Dataset excerpts
+ + + + +

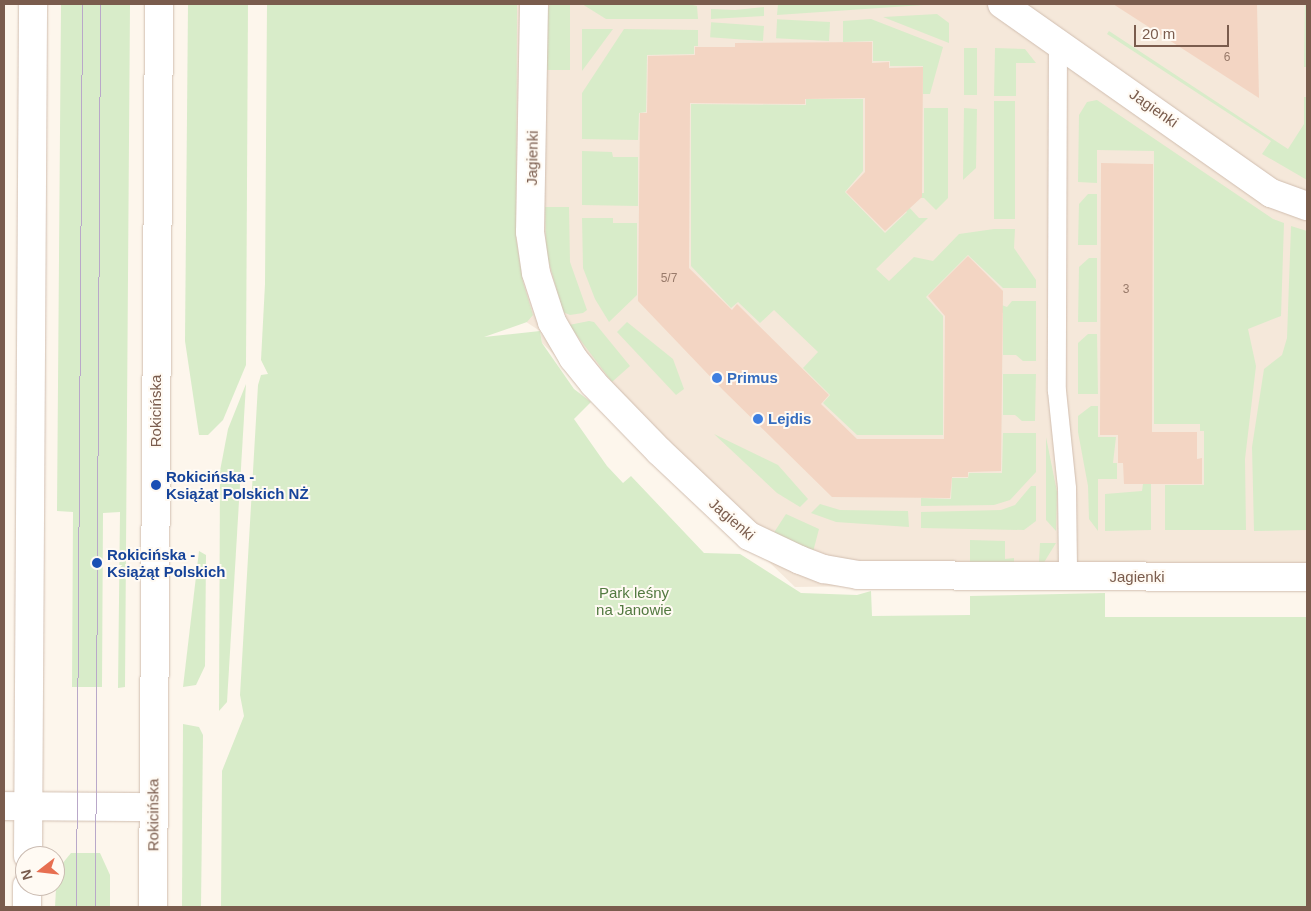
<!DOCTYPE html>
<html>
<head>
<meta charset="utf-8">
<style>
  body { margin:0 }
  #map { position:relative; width:1311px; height:911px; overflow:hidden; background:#fdf6ec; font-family:Helvetica,sans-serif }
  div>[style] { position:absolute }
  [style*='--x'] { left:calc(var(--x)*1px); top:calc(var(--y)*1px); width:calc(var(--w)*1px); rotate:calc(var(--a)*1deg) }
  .residential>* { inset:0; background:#f5e8da }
  .green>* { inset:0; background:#d8ecc9; transform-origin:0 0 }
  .building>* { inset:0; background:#f3d5c3 }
  .roads { filter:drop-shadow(0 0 1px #d1beb0) drop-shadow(0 0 1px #d1beb0) }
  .lane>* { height:18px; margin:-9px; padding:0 9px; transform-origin:9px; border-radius:9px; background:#fff }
  .street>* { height:28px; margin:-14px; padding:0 14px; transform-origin:14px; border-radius:14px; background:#fff }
  .secondary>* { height:28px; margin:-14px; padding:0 14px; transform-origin:14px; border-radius:14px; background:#fff }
  .tram>* { height:1px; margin:-0.5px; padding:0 0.5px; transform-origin:0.5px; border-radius:0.5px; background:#b9a8c9 }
  .dots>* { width:14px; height:14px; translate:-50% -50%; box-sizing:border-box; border:2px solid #fffaf3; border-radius:50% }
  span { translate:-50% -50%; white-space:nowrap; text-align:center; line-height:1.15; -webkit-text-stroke:4px #fffaf3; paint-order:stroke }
  .number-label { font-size:12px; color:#987a6a }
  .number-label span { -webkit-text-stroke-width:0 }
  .street-label { font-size:15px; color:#7a5c4d }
  .shop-label { font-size:15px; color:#366cbe; font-weight:700 }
  .left { translate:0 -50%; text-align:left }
  .transit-label { font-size:15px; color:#164399; font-weight:700 }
  .park-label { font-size:15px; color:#537a41 }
  .frame { position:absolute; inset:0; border:5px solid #7a5c4d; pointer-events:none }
  .north { position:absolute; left:15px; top:846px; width:50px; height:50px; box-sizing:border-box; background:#fffaf3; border:1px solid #cabbb1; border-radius:50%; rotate:254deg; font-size:14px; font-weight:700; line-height:20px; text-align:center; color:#7a5c4d }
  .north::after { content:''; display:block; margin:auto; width:18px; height:22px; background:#e76f51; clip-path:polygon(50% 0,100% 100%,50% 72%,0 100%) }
  .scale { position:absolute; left:1134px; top:25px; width:95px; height:22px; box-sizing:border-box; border:2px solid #7a5c4d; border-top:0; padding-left:6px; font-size:15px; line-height:18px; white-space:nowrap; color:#7a5c4d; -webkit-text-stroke:4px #fffaf3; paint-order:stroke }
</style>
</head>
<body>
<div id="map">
  <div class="residential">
    <i style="clip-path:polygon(483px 4px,1307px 4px,1307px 587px,1077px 583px,795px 587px,542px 343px,540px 331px,508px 310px)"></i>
  </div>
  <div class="green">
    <i style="clip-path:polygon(4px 4px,5px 4px,4px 206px)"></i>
    <i style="clip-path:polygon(61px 4px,130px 4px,125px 687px,118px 688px,120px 512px,103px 513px,102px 687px,72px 687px,73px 512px,57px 511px)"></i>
    <i style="clip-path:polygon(188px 4px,248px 4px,246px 365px,223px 420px,208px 435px,199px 435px,185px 341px)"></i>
    <i style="clip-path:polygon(267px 4px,517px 4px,516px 238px,523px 282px,533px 315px,527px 322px,484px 337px,540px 331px,542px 343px,574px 389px,591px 402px,574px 419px,607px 466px,623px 483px,631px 476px,704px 553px,740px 554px,801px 593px,857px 595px,871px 591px,872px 616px,970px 615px,970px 596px,1105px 593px,1105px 617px,1307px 617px,1307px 907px,221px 907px,222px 771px,244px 716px,240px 695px,258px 385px,261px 375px,268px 374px,261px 360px,265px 284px)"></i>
    <i style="clip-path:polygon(550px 4px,570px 4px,570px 70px,546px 70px,546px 14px)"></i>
    <i style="clip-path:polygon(582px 4px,688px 4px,697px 6px,698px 19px,606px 19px)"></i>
    <i style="clip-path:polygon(778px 4px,938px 4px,777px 15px)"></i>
    <i style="clip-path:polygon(1305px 4px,1307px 4px,1307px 67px,1304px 67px)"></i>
    <i style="clip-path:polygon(764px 7px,764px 16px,711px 19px,711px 9px,735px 10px)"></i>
    <i style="clip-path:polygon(937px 14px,949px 23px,949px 43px,883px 17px)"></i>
    <i style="clip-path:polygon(871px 19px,943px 47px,930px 94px,923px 94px,923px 66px,890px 66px,890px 61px,873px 61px,873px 41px,843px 42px,843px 21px)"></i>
    <i style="left:830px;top:22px;width:19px;height:53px;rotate:93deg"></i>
    <i style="left:764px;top:26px;width:15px;height:53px;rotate:94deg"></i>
    <i style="clip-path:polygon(582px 29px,613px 29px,582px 71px)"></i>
    <i style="clip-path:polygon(624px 29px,698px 30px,698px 46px,694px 46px,694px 54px,647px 55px,646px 112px,639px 113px,638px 140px,582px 139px,582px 93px)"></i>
    <i style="clip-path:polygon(1109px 31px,1288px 149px,1304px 124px,1304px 97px,1307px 97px,1307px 180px,1262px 154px,1271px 141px,1107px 34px)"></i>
    <i style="left:964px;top:48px;width:13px;height:47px"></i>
    <i style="clip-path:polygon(995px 48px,1025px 49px,1036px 63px,1016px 63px,1016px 96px,994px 96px)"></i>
    <i style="clip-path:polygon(806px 99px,863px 99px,863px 171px,845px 192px,885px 233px,907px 212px,904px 209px,907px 205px,919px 218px,928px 218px,876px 269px,889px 281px,914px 257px,933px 261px,959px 234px,994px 229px,1015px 229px,1014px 248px,1036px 280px,1036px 288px,1003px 288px,968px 255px,926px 297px,943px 316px,943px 435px,857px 435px,823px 403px,830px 395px,803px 368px,818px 352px,774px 310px,760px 323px,738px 302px,731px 308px,691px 266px,691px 104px,806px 105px)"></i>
    <i style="clip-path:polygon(1097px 100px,1273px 219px,1284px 223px,1281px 316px,1248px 329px,1256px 366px,1245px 459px,1246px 530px,1165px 530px,1165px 485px,1204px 485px,1204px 431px,1200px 431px,1200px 424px,1154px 424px,1154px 151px,1097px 150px,1097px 183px,1078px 182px,1079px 115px,1087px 102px)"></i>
    <i style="left:994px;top:101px;width:21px;height:118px"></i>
    <i style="clip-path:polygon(924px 108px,948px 108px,948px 198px,936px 210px,924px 198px,910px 198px,910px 194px,924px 193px)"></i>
    <i style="clip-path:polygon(964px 108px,977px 109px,976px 168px,963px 180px)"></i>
    <i style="clip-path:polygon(582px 151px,612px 152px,613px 157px,638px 157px,638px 206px,582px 205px)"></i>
    <i style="clip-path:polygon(1088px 194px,1097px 194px,1097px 245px,1078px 245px,1079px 204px)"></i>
    <i style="clip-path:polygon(545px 207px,569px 207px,570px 262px,587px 310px,583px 313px,570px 315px,563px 312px,546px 252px)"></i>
    <i style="clip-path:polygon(582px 218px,613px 218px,613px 223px,637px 223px,637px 295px,609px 322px,595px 299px,583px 268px)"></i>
    <i style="clip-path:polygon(1291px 226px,1307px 231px,1307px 530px,1254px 531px,1252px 447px,1264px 369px,1282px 355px,1287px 338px)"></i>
    <i style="clip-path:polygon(1089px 258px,1097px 258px,1097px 322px,1078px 322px,1079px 267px)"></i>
    <i style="clip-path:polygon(1012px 301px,1036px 301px,1036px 361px,1023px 361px,1016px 355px,1003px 355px,1003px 313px,998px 313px,999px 304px,1007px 307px)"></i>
    <i style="clip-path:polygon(589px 321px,594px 322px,630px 366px,612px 382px,569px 325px)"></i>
    <i style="clip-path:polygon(627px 322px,673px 359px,684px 389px,676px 395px,617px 332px)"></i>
    <i style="clip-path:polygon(1088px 334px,1097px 334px,1098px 394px,1078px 394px,1078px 343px)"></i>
    <i style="clip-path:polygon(1003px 374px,1036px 374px,1035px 421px,1022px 421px,1015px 415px,1003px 415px)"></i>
    <i style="clip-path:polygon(246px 384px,227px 702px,219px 711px,220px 471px,228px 429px)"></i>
    <i style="clip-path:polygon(1091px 406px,1098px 406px,1098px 437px,1116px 437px,1113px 463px,1117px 463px,1117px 479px,1098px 479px,1098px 531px,1089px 519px,1088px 486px,1078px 432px,1078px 416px)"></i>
    <i style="clip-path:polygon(1003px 433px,1036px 433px,1036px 472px,1010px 500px,994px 505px,921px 506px,921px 498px,951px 499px,952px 478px,968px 478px,969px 473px,1002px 473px)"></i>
    <i style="clip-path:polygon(714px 434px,778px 465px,808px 499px,800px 507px,777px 493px)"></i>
    <i style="clip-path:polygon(1046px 437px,1057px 492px,1056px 531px,1046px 520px)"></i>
    <i style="clip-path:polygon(1143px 484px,1151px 484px,1151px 530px,1105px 531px,1105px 494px,1142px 491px)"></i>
    <i style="clip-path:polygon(1031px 486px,1036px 486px,1036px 521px,1024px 530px,921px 528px,921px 512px,1001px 510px,1015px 505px)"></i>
    <i style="clip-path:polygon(820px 504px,840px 510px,908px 511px,909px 527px,836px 522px,811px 513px)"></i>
    <i style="clip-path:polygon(786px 514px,819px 529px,813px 552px,773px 534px)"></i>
    <i style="clip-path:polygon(970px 540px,1005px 541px,1005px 559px,1014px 558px,1014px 562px,1039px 562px,1040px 543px,1056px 543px,1043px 564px,970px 564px)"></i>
    <i style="clip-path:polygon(199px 551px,206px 555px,205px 666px,196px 685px,183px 687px)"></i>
    <i style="clip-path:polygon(183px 724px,199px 727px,203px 735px,201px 907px,182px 907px)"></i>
    <i style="clip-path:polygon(71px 853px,100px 853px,110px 875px,110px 907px,55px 907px,57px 870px)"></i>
  </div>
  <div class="building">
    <i style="clip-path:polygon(1113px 4px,1257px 4px,1259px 98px)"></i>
    <i style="clip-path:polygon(872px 42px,872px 63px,889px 62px,889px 68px,923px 67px,922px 197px,885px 231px,846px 192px,865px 172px,865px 98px,805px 99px,805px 104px,690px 103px,689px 268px,732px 310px,737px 304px,829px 395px,821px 404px,857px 439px,944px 439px,945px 316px,928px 296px,968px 256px,1003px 291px,1001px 471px,968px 472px,968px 477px,952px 477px,950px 498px,832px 497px,723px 390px,638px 301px,640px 113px,647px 113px,648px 56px,695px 55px,695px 47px,735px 47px,735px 43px)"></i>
    <i style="clip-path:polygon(1101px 163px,1153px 164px,1152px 432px,1197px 432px,1197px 459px,1202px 458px,1202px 484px,1124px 484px,1123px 463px,1118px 463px,1118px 435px,1100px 435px)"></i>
  </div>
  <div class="roads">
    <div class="lane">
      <i style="--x:1058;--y:40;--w:351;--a:90.2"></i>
      <i style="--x:1057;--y:391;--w:98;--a:84.1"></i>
      <i style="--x:1067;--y:488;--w:88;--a:89.3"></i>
    </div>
    <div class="street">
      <i style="--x:534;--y:4;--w:228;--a:91"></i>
      <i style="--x:530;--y:232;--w:41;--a:81.7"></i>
      <i style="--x:536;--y:273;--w:52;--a:71.9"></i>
      <i style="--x:552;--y:322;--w:42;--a:59.7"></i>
      <i style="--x:573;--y:358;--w:33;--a:51"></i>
      <i style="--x:594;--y:384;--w:93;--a:45.9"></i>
      <i style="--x:659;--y:451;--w:124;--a:43.4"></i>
      <i style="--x:749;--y:536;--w:56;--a:25.2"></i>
      <i style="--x:800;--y:560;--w:26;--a:21"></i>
      <i style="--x:824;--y:569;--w:35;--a:10"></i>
      <i style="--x:858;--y:575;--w:449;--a:0.3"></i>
      <i style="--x:1002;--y:4;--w:329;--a:35.1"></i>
      <i style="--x:1271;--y:193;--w:38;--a:20"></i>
      <i style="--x:4;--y:806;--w:149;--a:0.4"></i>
    </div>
    <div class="secondary">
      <i style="--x:28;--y:856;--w:852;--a:-89.66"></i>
      <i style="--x:27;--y:907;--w:21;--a:-90"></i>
      <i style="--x:153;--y:907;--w:903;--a:-89.62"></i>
    </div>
  </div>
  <div class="tram">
    <i style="--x:76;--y:907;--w:903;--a:-89.62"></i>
    <i style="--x:95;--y:907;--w:903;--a:-89.68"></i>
  </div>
  <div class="dots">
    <i style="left:717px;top:378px;background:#3f7fe0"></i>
    <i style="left:758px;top:419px;background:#3f7fe0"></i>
    <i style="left:156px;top:485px;background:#1a4fb4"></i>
    <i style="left:97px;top:563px;background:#1a4fb4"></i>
  </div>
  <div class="number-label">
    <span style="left:1227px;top:58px">6</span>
    <span style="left:669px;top:279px">5/7</span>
    <span style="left:1126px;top:290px">3</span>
  </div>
  <div class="street-label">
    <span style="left:1154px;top:108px;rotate:35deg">Jagienki</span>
    <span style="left:532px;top:158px;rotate:-89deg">Jagienki</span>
    <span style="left:156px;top:411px;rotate:-90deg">Rokicińska</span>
    <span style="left:732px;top:519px;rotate:41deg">Jagienki</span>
    <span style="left:1137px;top:577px">Jagienki</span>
    <span style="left:153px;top:815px;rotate:-90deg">Rokicińska</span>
  </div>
  <div class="shop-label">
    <span class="left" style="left:727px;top:378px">Primus</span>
    <span class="left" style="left:768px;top:419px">Lejdis</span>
  </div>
  <div class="transit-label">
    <span class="left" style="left:166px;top:485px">Rokicińska -<br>Książąt Polskich NŻ</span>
    <span class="left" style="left:107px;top:563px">Rokicińska -<br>Książąt Polskich</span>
  </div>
  <div class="park-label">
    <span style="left:634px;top:601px">Park leśny<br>na Janowie</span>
  </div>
  <div class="frame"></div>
  <div class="north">N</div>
  <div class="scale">20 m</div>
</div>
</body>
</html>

+ + + + +

→ Directions
Leave out the pictures. Return exactly the lines from the first line of the records to the line bearing "inset:0; background:#d8ecc9; transform-origin:0", inclusive.

→ Answer to this task
<!DOCTYPE html>
<html>
<head>
<meta charset="utf-8">
<style>
  body { margin:0 }
  #map { position:relative; width:1311px; height:911px; overflow:hidden; background:#fdf6ec; font-family:Helvetica,sans-serif }
  div>[style] { position:absolute }
  [style*='--x'] { left:calc(var(--x)*1px); top:calc(var(--y)*1px); width:calc(var(--w)*1px); rotate:calc(var(--a)*1deg) }
  .residential>* { inset:0; background:#f5e8da }
  .green>* { inset:0; background:#d8ecc9; transform-origin:0 0 }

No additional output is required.